Abbiamo vissuto anni bui. Le poche luci, come quella emanata da Stefan Edberg, erano bagliori di una classe troppo leggera per essere definitiva. Il tennis è diventato cyber-tennis, luogo di forzuti e di parossismo atletico. Poi è arrivato Federer. Dice David Baggett, autore di tomi poco leggeri come Il buon Dio, ovvero la fondazione teistica della moralità nonché curatore di un monumentale Tennis and philosophy (edizioni Liberty University), che il suo avvento «obbliga a riplasmare i concetti di eccellenza ed estetica applicati all’era tecnologica».
L’inconsapevole neoclassicismo di cui è portatore si riflette sul personaggio. Frigidaire, re Indesit, questi sono i nomignoli che nel tempo hanno sottolineato una innegabile banalità espressiva. Andre Agassi, lo abbiamo letto in Open, odia il tennis. Anche Rafael Nadal e Nole Djokovic potrebbero giungere a conclusioni simili, una volta spente le luci della ribalta. Troppo sforzo, troppa sofferenza.
Federer è diverso. «Gioca con un senso storico — scrive Scala —, convinto che il nobile passato del suo sport non sia materia da archivio.

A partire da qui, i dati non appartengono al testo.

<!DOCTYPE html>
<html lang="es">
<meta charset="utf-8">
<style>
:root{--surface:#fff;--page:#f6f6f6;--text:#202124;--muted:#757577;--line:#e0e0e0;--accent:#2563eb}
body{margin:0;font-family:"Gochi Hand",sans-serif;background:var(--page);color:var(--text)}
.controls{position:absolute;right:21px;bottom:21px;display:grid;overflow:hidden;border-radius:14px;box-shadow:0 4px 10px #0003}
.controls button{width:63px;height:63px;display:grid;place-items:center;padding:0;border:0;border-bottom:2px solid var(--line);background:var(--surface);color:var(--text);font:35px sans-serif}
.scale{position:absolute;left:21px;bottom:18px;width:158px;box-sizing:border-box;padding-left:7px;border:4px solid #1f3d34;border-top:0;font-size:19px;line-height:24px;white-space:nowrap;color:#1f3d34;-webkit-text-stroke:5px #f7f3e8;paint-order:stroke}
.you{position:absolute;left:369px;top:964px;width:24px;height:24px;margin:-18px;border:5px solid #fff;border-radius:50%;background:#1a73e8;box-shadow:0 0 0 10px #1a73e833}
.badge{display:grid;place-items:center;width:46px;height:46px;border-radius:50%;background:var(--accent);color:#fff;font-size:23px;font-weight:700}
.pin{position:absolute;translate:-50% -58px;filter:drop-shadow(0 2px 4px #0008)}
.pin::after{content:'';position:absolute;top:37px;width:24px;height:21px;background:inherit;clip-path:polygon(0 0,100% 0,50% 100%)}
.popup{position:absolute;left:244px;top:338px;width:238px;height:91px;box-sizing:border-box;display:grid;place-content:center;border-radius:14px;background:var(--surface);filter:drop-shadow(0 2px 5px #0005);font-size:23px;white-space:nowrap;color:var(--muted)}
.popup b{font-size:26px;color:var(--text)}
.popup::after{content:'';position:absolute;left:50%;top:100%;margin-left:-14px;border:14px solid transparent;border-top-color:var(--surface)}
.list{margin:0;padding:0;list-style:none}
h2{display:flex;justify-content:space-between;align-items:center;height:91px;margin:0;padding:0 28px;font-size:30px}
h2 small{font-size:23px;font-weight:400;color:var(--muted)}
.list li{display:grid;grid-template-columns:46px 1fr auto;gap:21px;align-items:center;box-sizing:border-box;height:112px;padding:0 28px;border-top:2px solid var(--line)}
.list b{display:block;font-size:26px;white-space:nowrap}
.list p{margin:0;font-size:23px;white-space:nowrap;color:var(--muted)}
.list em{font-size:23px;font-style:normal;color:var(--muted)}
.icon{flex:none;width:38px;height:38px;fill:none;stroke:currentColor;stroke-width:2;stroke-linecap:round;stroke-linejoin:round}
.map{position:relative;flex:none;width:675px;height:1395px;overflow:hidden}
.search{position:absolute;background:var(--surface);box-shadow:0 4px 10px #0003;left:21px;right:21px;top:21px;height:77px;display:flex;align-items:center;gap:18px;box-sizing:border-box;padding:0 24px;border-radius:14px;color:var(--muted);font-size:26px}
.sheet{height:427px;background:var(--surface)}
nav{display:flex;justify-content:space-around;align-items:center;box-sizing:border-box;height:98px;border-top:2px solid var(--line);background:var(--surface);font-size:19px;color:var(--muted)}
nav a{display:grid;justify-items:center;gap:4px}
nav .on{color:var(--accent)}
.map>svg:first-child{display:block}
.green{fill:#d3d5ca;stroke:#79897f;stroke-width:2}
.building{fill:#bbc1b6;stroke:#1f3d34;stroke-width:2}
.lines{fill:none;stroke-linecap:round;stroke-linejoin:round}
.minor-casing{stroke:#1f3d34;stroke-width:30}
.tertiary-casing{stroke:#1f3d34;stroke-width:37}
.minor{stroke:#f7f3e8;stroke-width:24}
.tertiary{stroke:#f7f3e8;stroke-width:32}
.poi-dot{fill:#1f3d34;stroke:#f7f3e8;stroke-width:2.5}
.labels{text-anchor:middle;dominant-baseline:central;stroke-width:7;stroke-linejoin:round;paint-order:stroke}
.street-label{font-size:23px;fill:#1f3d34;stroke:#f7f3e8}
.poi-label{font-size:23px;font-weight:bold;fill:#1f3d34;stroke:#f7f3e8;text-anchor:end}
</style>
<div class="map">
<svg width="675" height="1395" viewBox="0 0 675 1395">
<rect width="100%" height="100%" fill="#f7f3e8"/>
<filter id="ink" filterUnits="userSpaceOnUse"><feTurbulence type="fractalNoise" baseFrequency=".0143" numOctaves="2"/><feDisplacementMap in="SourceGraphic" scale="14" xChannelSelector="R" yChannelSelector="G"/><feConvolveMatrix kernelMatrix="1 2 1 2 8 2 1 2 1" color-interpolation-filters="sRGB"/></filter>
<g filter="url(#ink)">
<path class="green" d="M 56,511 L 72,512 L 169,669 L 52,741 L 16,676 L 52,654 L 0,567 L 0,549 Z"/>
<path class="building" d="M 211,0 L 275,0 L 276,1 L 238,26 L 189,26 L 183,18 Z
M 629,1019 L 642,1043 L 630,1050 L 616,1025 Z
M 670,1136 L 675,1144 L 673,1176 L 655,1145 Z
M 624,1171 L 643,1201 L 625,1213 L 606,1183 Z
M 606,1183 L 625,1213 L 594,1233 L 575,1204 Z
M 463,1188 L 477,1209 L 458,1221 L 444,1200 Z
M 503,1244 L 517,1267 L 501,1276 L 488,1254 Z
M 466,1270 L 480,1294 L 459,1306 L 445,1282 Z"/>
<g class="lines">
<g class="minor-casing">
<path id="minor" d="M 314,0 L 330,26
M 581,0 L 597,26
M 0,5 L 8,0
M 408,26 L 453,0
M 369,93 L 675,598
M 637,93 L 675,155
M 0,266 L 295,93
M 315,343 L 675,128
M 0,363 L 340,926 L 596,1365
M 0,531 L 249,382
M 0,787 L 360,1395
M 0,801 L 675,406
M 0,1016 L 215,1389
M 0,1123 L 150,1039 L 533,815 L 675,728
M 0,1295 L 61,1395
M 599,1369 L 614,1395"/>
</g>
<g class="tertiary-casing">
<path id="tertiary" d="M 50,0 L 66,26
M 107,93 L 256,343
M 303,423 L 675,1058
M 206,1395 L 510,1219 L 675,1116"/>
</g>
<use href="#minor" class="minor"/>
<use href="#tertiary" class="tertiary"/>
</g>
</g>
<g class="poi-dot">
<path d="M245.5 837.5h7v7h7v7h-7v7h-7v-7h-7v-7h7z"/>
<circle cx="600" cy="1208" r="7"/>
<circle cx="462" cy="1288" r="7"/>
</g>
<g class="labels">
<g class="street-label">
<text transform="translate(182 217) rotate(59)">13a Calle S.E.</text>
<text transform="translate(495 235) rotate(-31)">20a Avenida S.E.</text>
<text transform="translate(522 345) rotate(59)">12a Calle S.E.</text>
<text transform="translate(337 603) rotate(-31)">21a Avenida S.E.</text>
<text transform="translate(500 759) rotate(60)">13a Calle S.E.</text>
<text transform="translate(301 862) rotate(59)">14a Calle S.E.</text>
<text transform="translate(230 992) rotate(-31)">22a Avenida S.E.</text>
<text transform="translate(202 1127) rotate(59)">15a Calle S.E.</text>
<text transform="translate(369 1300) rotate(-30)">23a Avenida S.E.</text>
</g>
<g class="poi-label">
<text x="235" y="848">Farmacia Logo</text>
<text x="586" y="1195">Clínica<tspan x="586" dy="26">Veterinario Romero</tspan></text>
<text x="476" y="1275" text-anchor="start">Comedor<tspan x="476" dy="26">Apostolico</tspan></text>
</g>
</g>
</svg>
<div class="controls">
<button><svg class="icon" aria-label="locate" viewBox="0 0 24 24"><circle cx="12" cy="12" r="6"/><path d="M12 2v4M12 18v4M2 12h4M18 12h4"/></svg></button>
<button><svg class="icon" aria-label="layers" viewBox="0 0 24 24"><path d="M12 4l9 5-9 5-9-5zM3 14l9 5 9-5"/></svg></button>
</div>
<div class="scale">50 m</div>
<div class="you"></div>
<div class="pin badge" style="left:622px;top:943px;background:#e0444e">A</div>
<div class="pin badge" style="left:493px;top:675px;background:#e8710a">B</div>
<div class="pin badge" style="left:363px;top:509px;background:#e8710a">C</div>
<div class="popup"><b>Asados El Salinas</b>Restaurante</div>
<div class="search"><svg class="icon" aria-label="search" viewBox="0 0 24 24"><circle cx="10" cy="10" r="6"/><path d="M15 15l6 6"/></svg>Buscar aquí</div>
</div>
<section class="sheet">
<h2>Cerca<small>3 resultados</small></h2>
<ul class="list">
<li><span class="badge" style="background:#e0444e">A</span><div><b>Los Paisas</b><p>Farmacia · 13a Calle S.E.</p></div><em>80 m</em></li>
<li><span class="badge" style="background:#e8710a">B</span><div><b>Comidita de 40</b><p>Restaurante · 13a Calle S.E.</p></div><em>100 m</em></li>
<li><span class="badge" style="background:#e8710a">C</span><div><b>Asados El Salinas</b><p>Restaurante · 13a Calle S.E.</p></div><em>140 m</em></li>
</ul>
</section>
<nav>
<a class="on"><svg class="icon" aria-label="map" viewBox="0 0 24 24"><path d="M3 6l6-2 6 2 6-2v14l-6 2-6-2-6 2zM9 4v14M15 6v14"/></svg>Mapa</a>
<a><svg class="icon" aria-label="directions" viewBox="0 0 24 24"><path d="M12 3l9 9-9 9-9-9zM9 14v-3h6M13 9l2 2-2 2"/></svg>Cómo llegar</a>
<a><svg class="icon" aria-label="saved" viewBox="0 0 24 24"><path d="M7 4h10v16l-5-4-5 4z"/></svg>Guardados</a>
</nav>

Si accosta a esso senza nostalgia, ma convinto di poterne realizzare le potenzialità mai espresse».
Il tennis è tutto per lui, il tennis gli basta. «Il suo modo d’essere imperturbabile — sostiene Baggett — altro non è che l’omaggio a una storia dalla quale si sente rappresentato».
Nessuno sfugge alla propria nemesi, e non si può parlare di Federer senza citare Rafael Nadal, il Grande Restauratore, un Metternich spagnolo che ha interrotto la sua opera di umanizzazione, umiliandolo a più riprese e dimostrando così al mondo che un altro tennis non era più possibile. Anche qui viene in soccorso la storia del pensiero, grazie a Carlo Magnani, professore all’Università di Urbino, autore di Filosofia del tennis (Edizioni Mimesis), libro di rara intelligenza e leggerezza, almeno a parere di chi scrive.
«Nel tennis Federer occupa la posizione di Heidegger nella storia del pensiero. Un uomo estremamente poco complicato si è ritrovato nel ruolo del Profeta, colui che porta finalmente la Reincarnazione e la Luce in un mondo compromesso e sconsacrato». Con il suo tremendismo agonistico, Rafael Nadal invece non esprime la metafisica della bellezza, ma quella della forza vitale. Il riferimento, anche in questo caso a sua insaputa, è l’anticartesiano Henri Bergson. «Pure lui è immerso in una raffigurazione che mira a trascendere l’esistente però non dal lato estetico ma da quello della espressione di pura energia. Tutto è spirito e forza vitale, perché a prevalere è il moto interiore e la volontà».
La finale degli ultimi Australian Open dimostra chi sia il vincitore finale. Quasi sei ore di battaglia muscolare tra Nadal e Nole Djokovic, portatori di un tennis inumano ed estremo, segnato dallo sforzo fisico. Federer non c’era, non poteva esserci. E in fondo questo elenco di romanzi e saggi filosofici più o meno seriosi sul suo conto non sono altro che un anticipo del rimpianto. Quando arriverà il giorno del suo ritiro, dal tennis se non dal mondo, ci mancherà moltissimo.